Saturday, September 02, 2017

So. An act of self-sabotage or one of self-preservation? Too early to tell.

For anyone stumbling into this page by chance, for eight years I was forgottenworks, which was my twitter-based nom de 'ku, and I had a haiku blog, both of which grew to very respectable readership levels.

Er ... Then I ditched them.

I am now back on twitter but under a different name and not among the poets; and I have this page. I am, at the moment, about as anonymous, invisible, and un-read as it's possible to be.

For most of this year, I have not been in the right frame of mind for writing. Well, we had a lot going on, with J's breast cancer diagnosis & treatment, which all coincided with the build-up to L's school GCSE exams (in which he did tremendously well, by the way, thank you for asking). But in just the last week or two there have been signs of the old enthusiasm returning.

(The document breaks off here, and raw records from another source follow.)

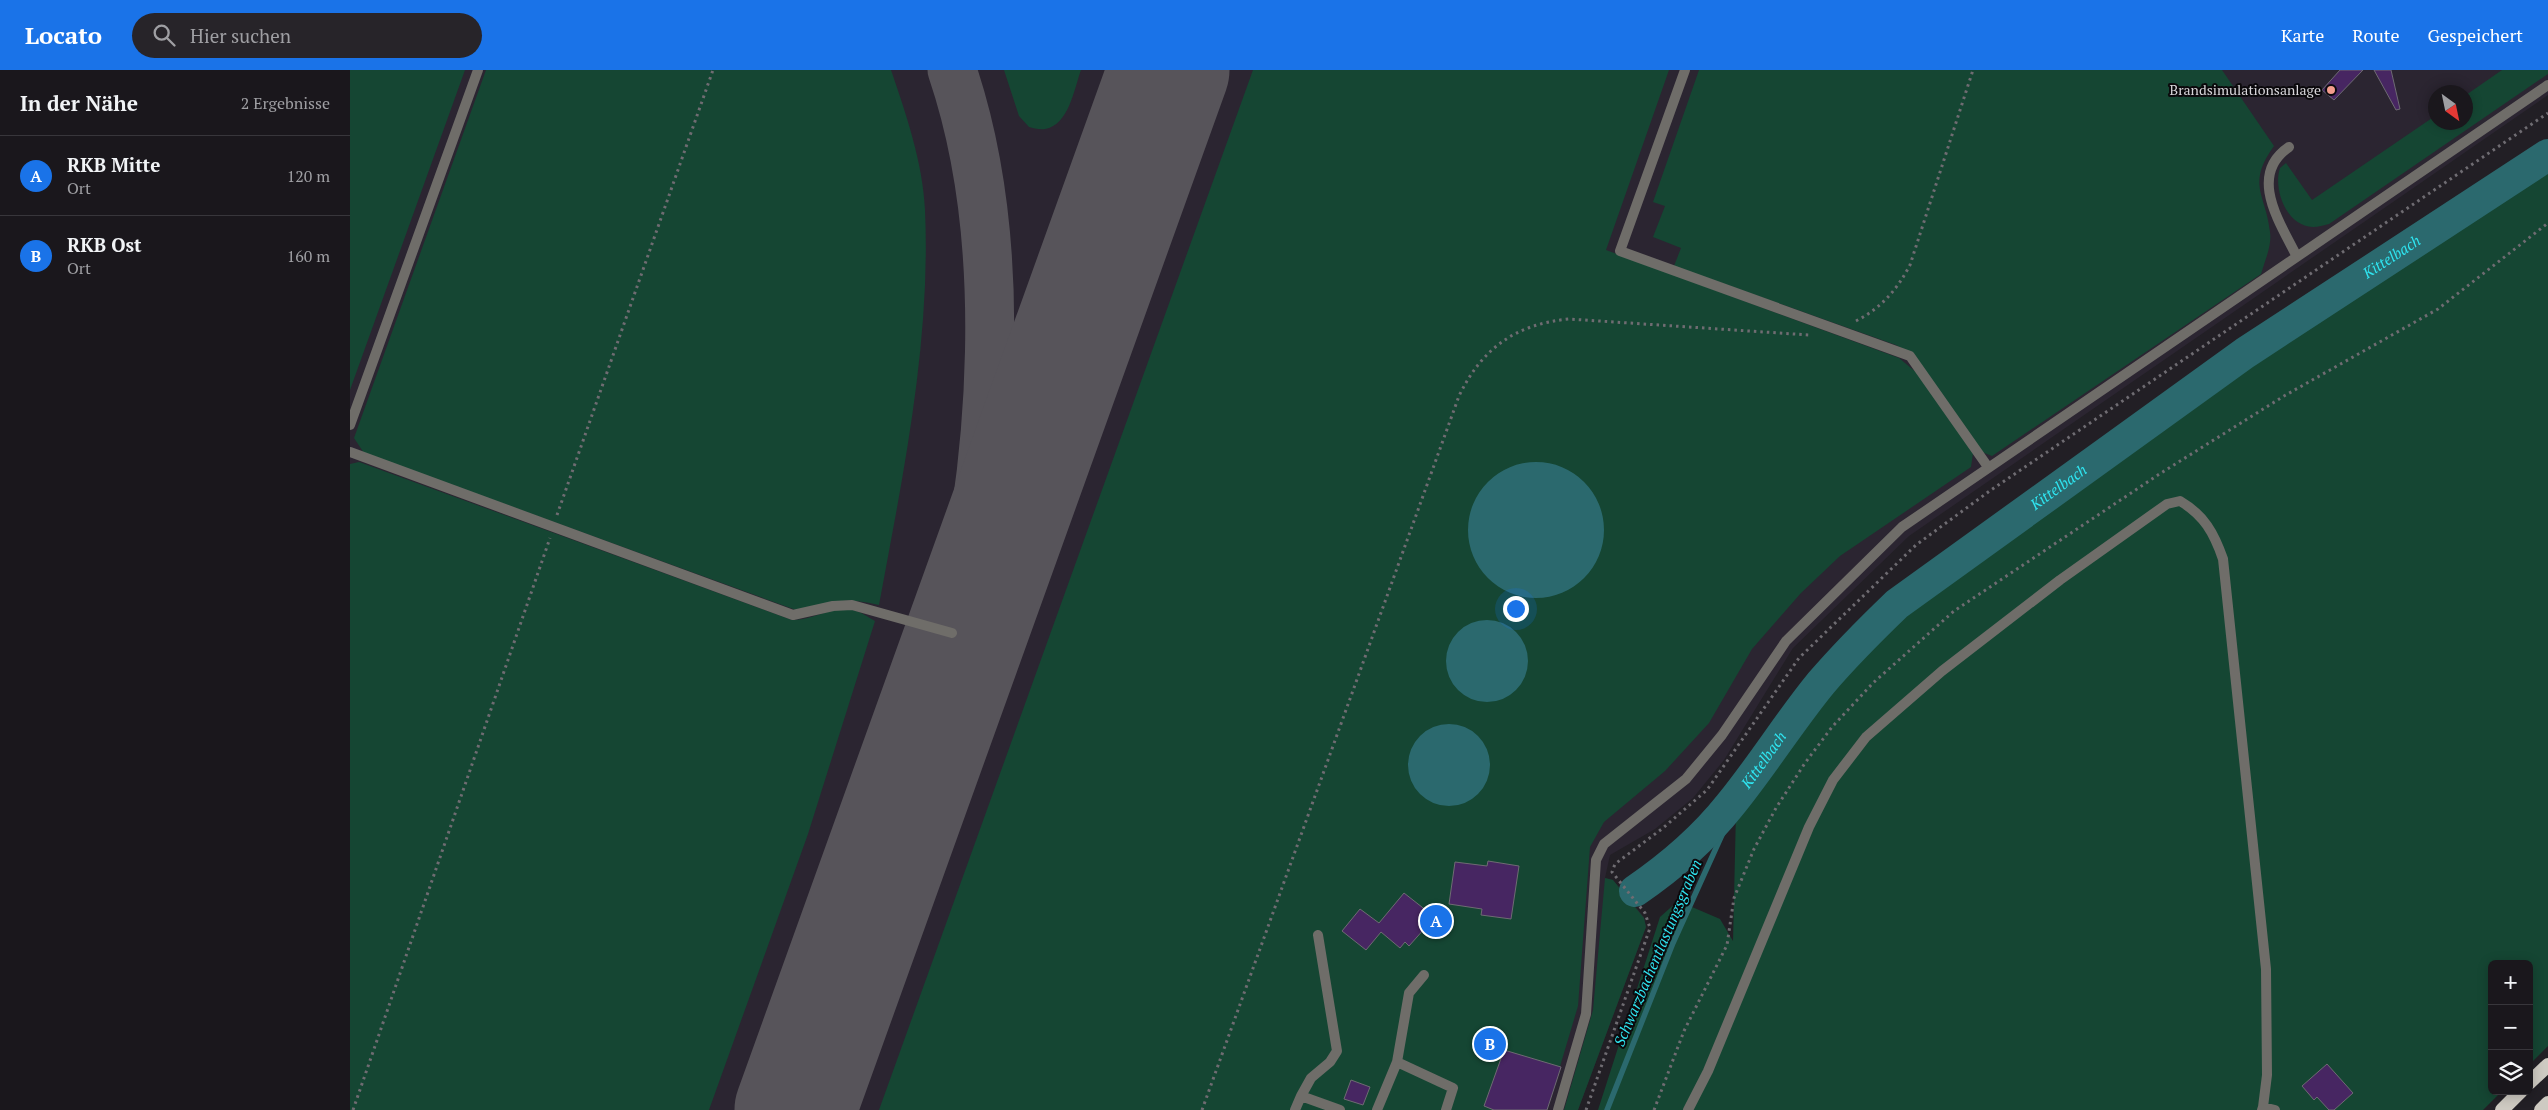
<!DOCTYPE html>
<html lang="de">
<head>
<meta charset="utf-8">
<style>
  body { margin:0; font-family:"PT Serif",serif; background:#272429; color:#f1f3f6 }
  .controls { position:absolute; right:15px; bottom:15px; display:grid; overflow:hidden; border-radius:8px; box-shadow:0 2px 12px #0003 }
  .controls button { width:45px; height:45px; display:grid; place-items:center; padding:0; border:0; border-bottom:1px solid #38363b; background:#1a171c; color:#f1f3f6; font:25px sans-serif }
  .compass { position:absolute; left:2078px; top:15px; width:45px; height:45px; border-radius:50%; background:#1a171c; box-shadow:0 2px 12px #0003; rotate:147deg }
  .you { position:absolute; left:1165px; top:538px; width:18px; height:18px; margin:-12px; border:4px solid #fff; border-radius:50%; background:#1a73e8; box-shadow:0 0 0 8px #1a73e833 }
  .badge { display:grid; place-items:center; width:32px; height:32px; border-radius:50%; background:#1a73e8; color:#fff; font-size:16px; font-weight:700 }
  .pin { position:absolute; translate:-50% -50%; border:2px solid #fff; box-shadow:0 1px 5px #0006 }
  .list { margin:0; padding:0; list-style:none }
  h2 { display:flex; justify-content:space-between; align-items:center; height:65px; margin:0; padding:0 20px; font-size:21px }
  h2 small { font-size:16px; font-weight:400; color:#9f9fa3 }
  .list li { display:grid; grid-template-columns:32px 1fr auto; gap:15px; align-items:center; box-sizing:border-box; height:80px; padding:0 20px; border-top:1px solid #38363b }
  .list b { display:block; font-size:19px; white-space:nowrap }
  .list p { margin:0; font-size:16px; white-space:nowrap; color:#9f9fa3 }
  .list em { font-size:16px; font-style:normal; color:#9f9fa3 }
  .icon { flex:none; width:28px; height:28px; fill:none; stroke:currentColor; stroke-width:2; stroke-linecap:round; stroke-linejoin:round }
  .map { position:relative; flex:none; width:2198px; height:1040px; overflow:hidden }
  header { display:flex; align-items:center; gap:30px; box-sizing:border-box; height:70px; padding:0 25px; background:#1a73e8; color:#fff }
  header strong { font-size:24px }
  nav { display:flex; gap:28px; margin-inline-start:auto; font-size:18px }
  .search { width:350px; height:45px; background:#272429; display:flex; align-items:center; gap:12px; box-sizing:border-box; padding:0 18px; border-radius:28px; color:#9f9fa3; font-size:19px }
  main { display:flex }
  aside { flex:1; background:#1a171c }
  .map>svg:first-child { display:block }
</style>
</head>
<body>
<header>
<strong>Locato</strong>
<div class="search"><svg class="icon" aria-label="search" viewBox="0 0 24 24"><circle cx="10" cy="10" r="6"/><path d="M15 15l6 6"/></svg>Hier suchen</div>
<nav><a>Karte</a><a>Route</a><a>Gespeichert</a></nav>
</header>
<main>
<aside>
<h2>In der Nähe<small>2 Ergebnisse</small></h2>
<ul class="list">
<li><span class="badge">A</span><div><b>RKB Mitte</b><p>Ort</p></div><em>120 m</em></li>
<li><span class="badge">B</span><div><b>RKB Ost</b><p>Ort</p></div><em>160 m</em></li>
</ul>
</aside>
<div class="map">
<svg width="2198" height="1040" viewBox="0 0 2198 1040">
  <rect width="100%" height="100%" fill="#221f25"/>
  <path fill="#2b2531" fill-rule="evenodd" d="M0 0H2198V25L1559 466 1443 578 1374 690 1343 728 1305 759 1260 785 1255 808 1263 810 1294 847 1296 857 1228 1040H0ZM2086 22H2116V52H2086Z"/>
  <path fill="#154633" d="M0 0H115L0 320Z
    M136 0H541C556 44 573 93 575 140 581 272 553 405 529 535 490 526 483 533 446 540L14 383 4 368Z
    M654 0H731C724 19 719 55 695 59 690 60 683 58 679 57L669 46Z
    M903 0H1319L1256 180 1549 288 1567 303 1623 383 1621 397 1490 486 1451 523 1402 579 1359 653 1315 701 1254 752 1240 777 1228 936 1197 1040H529Z
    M1349 0H1872L1924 76C1896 115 1916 124 1920 162 1922 176 1915 190 1911 204L1642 386 1632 382 1564 285 1546 275 1324 196 1331 178 1303 167 1315 136 1303 132Z
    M2152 0H2198V4L1979 154C1974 155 1968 157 1963 157 1936 156 1923 119 1930 98L1936 93 1962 130 2085 46 2086 52H2116V25Z
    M2198 92V976L2179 995V894H2142V1021H2152L2133 1040H1248L1310 847 1328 831 1370 849 1383 871 1386 741 1440 669 1546 545 1789 373Z
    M9 392 442 550C462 551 483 535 503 540 511 542 518 547 525 551L458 764 359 1040H0V394Z
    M1255 808 1263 810 1294 848 1296 857 1228 1040H1214L1243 940Z"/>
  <path fill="#2b696e" d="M1118 460a68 68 0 1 1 136 0a68 68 0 1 1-136 0Z
    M1096 591a41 41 0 1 1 82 0a41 41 0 1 1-82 0Z
    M1058 695a41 41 0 1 1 82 0a41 41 0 1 1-82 0Z"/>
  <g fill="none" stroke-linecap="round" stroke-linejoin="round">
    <path stroke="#2b696e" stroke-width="5.5" d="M1257 1040 1323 873 1376 756 1380 735"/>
    <path stroke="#2b696e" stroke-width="32" id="s1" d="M1285 821C1320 797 1353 769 1380 735 1412 696 1439 652 1471 613 1495 585 1521 559 1547 534L1895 283 2198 85"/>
    <path stroke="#57545a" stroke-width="49" d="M560 718C574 667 589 616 602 565 644 391 660 171 602 0"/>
    <path stroke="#57545a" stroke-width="121" d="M445 1040 819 0"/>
  </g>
  <path fill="#472662" stroke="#6e6b73" d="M1990 0H2013L1984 30 1972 20Z
    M2024 0H2041L2050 39 2046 40Z
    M1138 791 1169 796 1161 849 1131 845 1132 839 1099 834 1105 792 1137 796Z
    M1054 823 1091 852 1082 864 1075 858 1059 876 1055 872 1050 878 1031 862 1016 880 992 861 1010 839 1029 853Z
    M1154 980 1211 997 1197 1040H1144L1134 1036Z
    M1977 994 2003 1023 1984 1040H1979L1967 1027 1964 1030 1952 1016Z
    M1001 1010 1020 1017 1013 1035 994 1029Z"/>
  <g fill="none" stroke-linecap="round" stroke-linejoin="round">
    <path stroke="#6f6c72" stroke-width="3" stroke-dasharray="2.5 4" stroke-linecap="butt" d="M1506 251C1531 238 1547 220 1560 195L1623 0
      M207 445 363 0
      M3 1040 200 468
      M852 1040 1109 326C1132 278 1166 254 1219 249L1459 265
      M1236 1040 1300 858 1295 843 1262 802 1265 794 1313 758 1357 720 1449 588 1566 475 1641 420 2198 43
      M1304 1040 1334 961 1377 875 1384 828 1404 779 1426 738 1455 693 1482 657 1523 613 1604 541 1811 403 1934 326 2088 239 2198 153"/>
    <path stroke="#6f6d69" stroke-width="10" d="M1335 0 1270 181 1560 286 1638 397
      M1939 77C1898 105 1929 151 1946 185
      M0 355 128 0
      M0 382 443 545 483 536 502 535 602 563
      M1047 992 1059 923 1074 905
      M951 1026 961 1008 980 992 987 981 968 865
      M945 1040 951 1026 990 1040
      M1027 1040 1047 992 1103 1018 1096 1040
      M1208 1040 1236 944 1246 790 1254 774 1336 709 1372 665 1436 571 1552 457 2198 15
      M1338 1040 1358 1001 1459 757 1483 710 1516 667 1592 601 1710 510 1817 434 1830 431C1854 445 1864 463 1873 489L1916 899 1917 1005 1913 1037
      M1912 1040 1913 1037 1925 1040"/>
    <path stroke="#cecac2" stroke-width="14" d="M2179 1013 2198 995
      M2152 1040 2171 1021
      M2191 1040 2198 1033"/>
  </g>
  <circle fill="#f49d8d" stroke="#0b090c" stroke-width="2" cx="1981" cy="20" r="5"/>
  <g text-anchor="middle" stroke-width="4" stroke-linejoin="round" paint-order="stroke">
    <g font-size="14" fill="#d8d6da" stroke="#0b090c" text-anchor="end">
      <text x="1971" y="25">Brandsimulationsanlage</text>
    </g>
    <g font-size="15" font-style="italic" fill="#2fe5f1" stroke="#0b090c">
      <text dy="5" stroke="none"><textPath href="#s1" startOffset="995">Kittelbach</textPath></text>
      <text dy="5" stroke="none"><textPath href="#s1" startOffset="590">Kittelbach</textPath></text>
      <text dy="5" stroke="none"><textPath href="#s1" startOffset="185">Kittelbach</textPath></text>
      <text transform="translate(1308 883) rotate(-67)" y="5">Schwarzbachentlastungsgraben</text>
    </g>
  </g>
</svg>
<div class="controls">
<button>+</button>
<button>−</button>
<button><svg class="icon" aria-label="layers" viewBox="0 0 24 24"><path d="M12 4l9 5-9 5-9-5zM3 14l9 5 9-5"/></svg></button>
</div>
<svg class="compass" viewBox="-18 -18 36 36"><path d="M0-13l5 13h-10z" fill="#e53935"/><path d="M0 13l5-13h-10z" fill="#9f9fa3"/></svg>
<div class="you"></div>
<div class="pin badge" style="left:1086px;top:851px">A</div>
<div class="pin badge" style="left:1140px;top:974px">B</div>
</div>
</main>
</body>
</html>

On the off-chance that this blog does develop into something over time, there are a couple of things I'd like to get clear right from the start:

I am not a poet. I don't write poetry. These are not poems, even if they sometimes look that way. Think fragmentary prose instead.

Also, despite the fact that a seven word haiku of mine went off on its own to win a prestigious award, I do not think of myself as a writer at all. I don't write for money or to establish any literary reputation. I don't write in a myriad of different forms and styles. Often, I just don't write.

If I write, it is simply as a by-product of paying attention to whatever small moment may catch my mind's eye during any ordinary day. The word mindfullness makes me slightly queasy, but that's essentially what my blog title means. It's how my interest in haiku started, and I suspect that's probably the extent of what I can do. But we'll see.

Let's go beachcombing!



  1. A joyous day to see these words, hear your voice again. Feelings of relief for your life and the lives of those you love. Feelings of not being quite so alone in the not-so-easy to communicate need to write small things about being in this world.

    1. Thank you so much, Grant, it's good to be back, and wonderful to be greeted by your kind words. Yes, I feel much clearer now about what I'm doing; and, perhaps just as important, what I'm not trying to do! All the very best to you, and I'm looking forward to continuing our conversation.